Por Mário Carneiro da Costa *

                O prédio onde funcionava a Escola Politécnica, na época em que ali estudara o autor, situava-se no centro urbano de Campina Grande. Era um prédio de construção sólida e linhas arquitetônicas requintadas, edificado em 1924 pelo então governador do Estado, Dr. Solon de Lucena, com o propósito de ali instalar-se um grupo escolar.

                A construção tem forma de “u” maiúsculo, com a base voltada para a Rua Floriano Peixoto. É composta por oito salas nas laterais, um hall após a área de entrada onde se acham duas das salas, e alpendre contornando a área livre central. As duas salas de frente eram ocupadas pela secretaria e gabinete do diretor.  Das restantes, uma se destinava à biblioteca e as demais às salas de aula.

               Dada a localização do prédio, a Escola adquiriu a condição de permanecer, diuturnamente, com as portas abertas e com o fato curioso de que sempre ali era encontrado um aluno estudando sozinho ou com um ou dois colegas. Dada a forma arquitetônica e localização, era ali que os alunos se encontravam para baterem papo na área externa de acesso, ou mesmo na parte interna e, em dias feriados ou altas madrugadas, tirarem um bom cochilo, deitados nos bancos existentes nos alpendres. 

               Curioso é que em qualquer destas circunstâncias, o colega recebia o respeito dos demais, mesmo daqueles bagunceiros, a exemplo do “Salomão Bascuio”, posteriormente Dr. Salomão Anselmo, internacionalmente conhecido na área de saneamento. Figuras espirituosas e irreverentes, como Zé Pereira, Fernando Uchoa, Costa Filho, Adauto Medeiros e outras respeitavam o colega estudando. 

               A Escola era o local também para as anedotas, para os acertos de farras e, porque não dizer, de curtir ressacas também. As brincadeiras eram na maioria sadias, não se registrando agressões ou ocorrências que denegrissem a imagem do colega.  

         Um coronel com idade no entorno de 50 anos, chegou para comandar um batalhão do Exército da arma de engenharia, aquartelado em Campina Grande. Embora com alguns fios de cabelos brancos, buscou informação de como estudar engenharia civil e submeteu-se ao vestibular, juntamente com outros oficiais, do que resultaram algumas aprovações, entre as quais a dele, de um major seu subcomandante, e uns poucos outros oficiais. 
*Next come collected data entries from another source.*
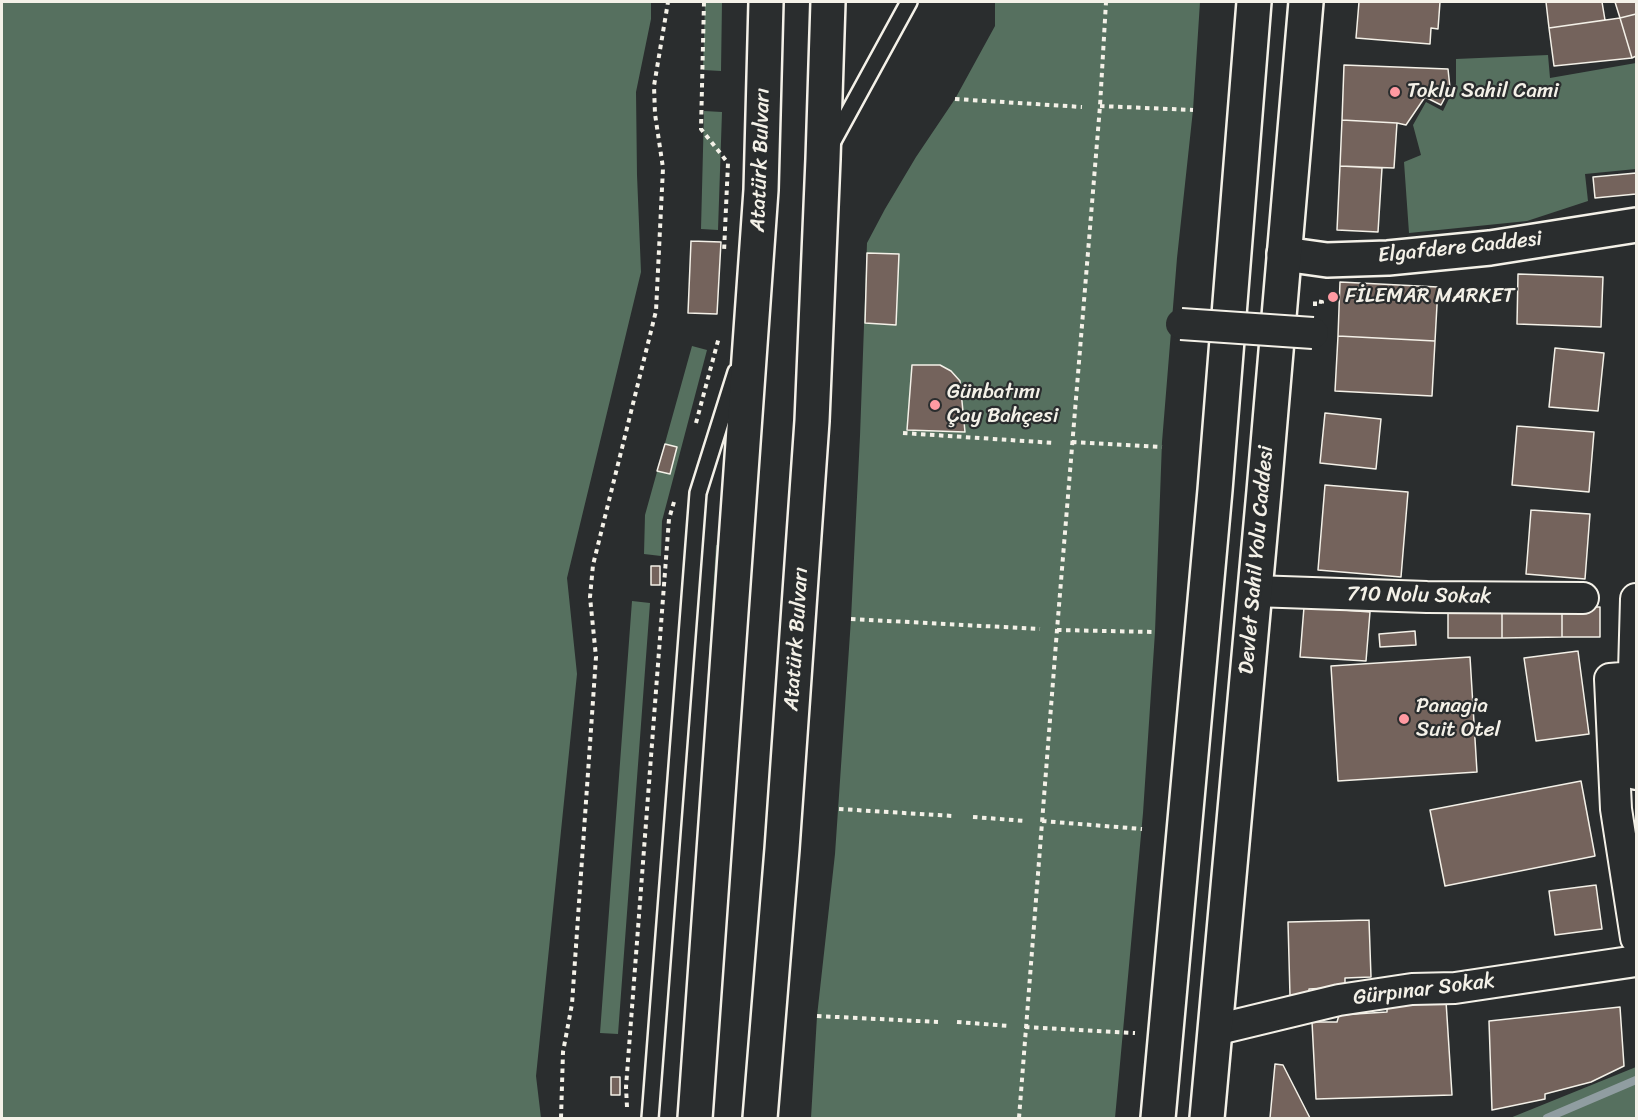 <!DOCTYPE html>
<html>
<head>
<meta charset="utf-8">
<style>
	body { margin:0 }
	#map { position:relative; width:1638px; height:1120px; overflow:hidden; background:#2a2d2e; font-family:Sriracha,sans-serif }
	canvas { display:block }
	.frame { position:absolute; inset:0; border:3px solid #f4f1e8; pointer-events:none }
</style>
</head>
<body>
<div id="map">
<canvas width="1638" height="1120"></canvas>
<div class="frame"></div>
</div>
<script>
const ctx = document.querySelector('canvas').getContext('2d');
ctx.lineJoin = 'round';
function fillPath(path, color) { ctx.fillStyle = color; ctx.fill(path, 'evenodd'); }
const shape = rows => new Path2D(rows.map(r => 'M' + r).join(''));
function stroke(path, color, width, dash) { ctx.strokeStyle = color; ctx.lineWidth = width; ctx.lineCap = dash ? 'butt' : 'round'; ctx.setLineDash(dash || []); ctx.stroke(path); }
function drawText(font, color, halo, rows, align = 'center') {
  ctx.font = font + ' Sriracha,sans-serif'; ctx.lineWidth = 4.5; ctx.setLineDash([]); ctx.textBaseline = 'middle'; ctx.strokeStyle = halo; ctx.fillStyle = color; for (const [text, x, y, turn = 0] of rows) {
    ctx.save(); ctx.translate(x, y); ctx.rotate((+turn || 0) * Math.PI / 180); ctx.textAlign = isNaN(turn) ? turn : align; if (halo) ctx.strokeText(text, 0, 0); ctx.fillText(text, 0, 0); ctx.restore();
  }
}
fillPath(shape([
	[2,2,651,2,651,19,636,92,637,175,641,272,567,578,577,674,536,1076,541,1118,2,1118],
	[705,2,722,2,721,71,703,70],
	[995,2,1200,2,1193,110,1177,258,1162,442,1155,632,1143,813,1115,1118,811,1118,817,1016,835,854,851,619,860,436,867,243,885,209,916,157,955,99,995,26],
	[1548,55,1550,78,1636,63,1636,169,1585,174,1588,201,1527,221,1409,233,1404,162,1421,155,1413,125,1426,102,1443,111,1456,84,1456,59],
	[704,111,722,112,718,230,701,229],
	[692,346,707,350,662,521,661,556,644,554,645,515],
	[716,545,721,546,680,1118],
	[632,601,650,603,618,1034,600,1033],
	[1636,1067,1636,1118,1510,1118]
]), '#56705f');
stroke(shape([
	[1547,1118,1636,1080]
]), '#909da1', 8);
const building = shape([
	[1359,2,1440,2,1438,29,1431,28,1430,44,1356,38,1359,2],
	[1546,2,1602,2,1605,20,1549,28,1546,2],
	[1615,2,1636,2,1636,14,1620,18,1615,2],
	[1636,14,1636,56,1632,58,1620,18,1636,14],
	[1620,18,1632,58,1554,66,1549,28,1620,18],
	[1344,65,1448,69,1450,88,1441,105,1425,97,1406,125,1397,123,1342,120,1344,65],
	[1342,120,1397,123,1394,168,1340,166,1342,120],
	[1340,166,1382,168,1378,232,1337,230,1340,166],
	[1636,173,1636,194,1595,198,1593,177,1636,173],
	[691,241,721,242,717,314,688,313,691,241],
	[867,253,899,254,896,325,865,323,867,253],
	[1518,274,1603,277,1601,327,1517,324,1518,274],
	[1340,282,1438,287,1435,341,1338,336,1340,282],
	[1338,336,1435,341,1432,396,1335,391,1338,336],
	[1555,348,1604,353,1598,411,1549,407,1555,348],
	[912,365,940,365,951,371,960,381,965,432,907,430,912,365],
	[1325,413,1381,419,1376,469,1320,463,1325,413],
	[1517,426,1594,432,1589,492,1512,485,1517,426],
	[665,444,677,447,670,474,657,471,665,444],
	[1325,485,1408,492,1401,577,1318,570,1325,485],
	[1531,510,1590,514,1585,579,1526,574,1531,510],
	[651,566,660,566,660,585,651,585,651,566],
	[1304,607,1370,612,1366,661,1300,657,1304,607],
	[1562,607,1562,637,1502,638,1502,608,1562,607],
	[1562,607,1600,607,1600,637,1562,637,1562,607],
	[1502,608,1502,638,1448,638,1448,609,1502,608],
	[1415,631,1416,645,1380,647,1379,634,1415,631],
	[1578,651,1589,734,1536,741,1524,658,1578,651],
	[1470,657,1477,772,1338,781,1331,666,1470,657],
	[1581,781,1595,856,1445,886,1430,810,1581,781],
	[1596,885,1602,929,1555,935,1549,891,1596,885],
	[1369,920,1371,977,1345,978,1345,987,1309,989,1309,995,1290,996,1288,922,1369,920],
	[1446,1001,1452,1095,1316,1099,1312,1022,1337,1022,1339,1015,1387,1012,1387,1007,1446,1001],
	[1620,1007,1624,1066,1591,1082,1545,1094,1545,1099,1492,1110,1489,1021,1620,1007],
	[1275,1064,1283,1065,1310,1118,1270,1118,1275,1064],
	[611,1077,620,1077,620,1095,611,1095,611,1077]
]);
fillPath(building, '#74635c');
stroke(building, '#f4f1e8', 1.5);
const lane = shape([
	[832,143,909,2],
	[650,1118,698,493,736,372]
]);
const street = shape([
	[1254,591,1427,597,1583,598],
	[1636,599,1632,745,1636,774],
	[1634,677,1610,679,1616,809,1636,938],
	[1215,1030,1339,1000,1412,989,1455,988,1636,961]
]);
const secondary = shape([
	[1284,254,1327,260,1388,258,1490,248,1636,225]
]);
const primary = shape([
	[1158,1118,1215,490,1254,2],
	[1207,1118,1264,491,1306,2]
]);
const highway = shape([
	[695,1118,761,190,766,2],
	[760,1118,782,849,812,421,823,159,828,2]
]);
stroke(lane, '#f4f1e8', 20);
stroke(street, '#f4f1e8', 34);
stroke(secondary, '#f4f1e8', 38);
stroke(primary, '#f4f1e8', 38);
stroke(highway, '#f4f1e8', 38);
stroke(shape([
	[704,2,701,129,728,163,724,252],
	[955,99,1082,107],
	[1100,106,1193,110],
	[1315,306,1315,301,1322,302,1322,306],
	[696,423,719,337],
	[903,433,1055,443],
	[1072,442,1162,447],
	[851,619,1040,629],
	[1057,630,1155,632],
	[839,809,953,816],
	[973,817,1026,821],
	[1042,821,1142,829],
	[817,1016,938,1022],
	[957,1022,1010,1026],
	[1025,1027,1135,1033],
	[627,1107,626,1087,669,519,674,502],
	[561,1118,563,1052,572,1004,596,657,590,597,593,565,656,311,663,168,655,114,654,86,668,2],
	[1019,1118,1057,630,1100,106,1106,2]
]), '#f4f1e8', 4, [4.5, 4.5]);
stroke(lane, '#2a2d2e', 15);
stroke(street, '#2a2d2e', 30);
stroke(secondary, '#2a2d2e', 33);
stroke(primary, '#2a2d2e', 33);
stroke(highway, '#2a2d2e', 33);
const streetBridge = shape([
	[1181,324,1313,333]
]);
stroke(streetBridge, '#f4f1e8', 34, []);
stroke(streetBridge, '#2a2d2e', 30);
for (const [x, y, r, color] of [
	[1395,92,6,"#ff9aa2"],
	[1333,297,6,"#ff9aa2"],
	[935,405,6,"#ff9aa2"],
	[1404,719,6,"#ff9aa2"]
]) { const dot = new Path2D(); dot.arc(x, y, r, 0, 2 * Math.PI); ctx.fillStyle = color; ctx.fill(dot); stroke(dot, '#2a2d2e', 2); }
drawText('21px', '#f4f1e8', '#2a2d2e', [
	["Toklu Sahil Cami",1407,92],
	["FİLEMAR MARKET",1345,297],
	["Günbatımı",947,393],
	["Çay Bahçesi",947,417],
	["Panagia",1416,707],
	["Suit Otel",1416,731]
], 'left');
drawText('21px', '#f4f1e8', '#2a2d2e', [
	["Atatürk Bulvarı",761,160,-88],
	["Elgafdere Caddesi",1460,248,-6],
	["Devlet Sahil Yolu Caddesi",1257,560,-85],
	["710 Nolu Sokak",1419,596,1],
	["Atatürk Bulvarı",797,639,-86],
	["Gürpınar Sokak",1424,990,-7]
]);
</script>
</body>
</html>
           Tivera início o ano letivo e as aulas de algumas cadeiras foram programadas de forma tal que aqueles alunos pudessem assisti-las. De uma boa quantidade de cadeiras estavam dispensados, pois foram cursadas na Escola Militar. O comandante, simpático e bonachão, e também os seus comandados, logo se ajustaram aos colegas civis e viviam num clima de harmonia e amizade, participando dos gracejos, anedotas e gozações levadas a efeito por aqueles mais jocosos, onde se destacavam os já citados acima e outros mais. O coronel, esquecendo-se do posto, misturava-se no contexto dos colegas sem farda.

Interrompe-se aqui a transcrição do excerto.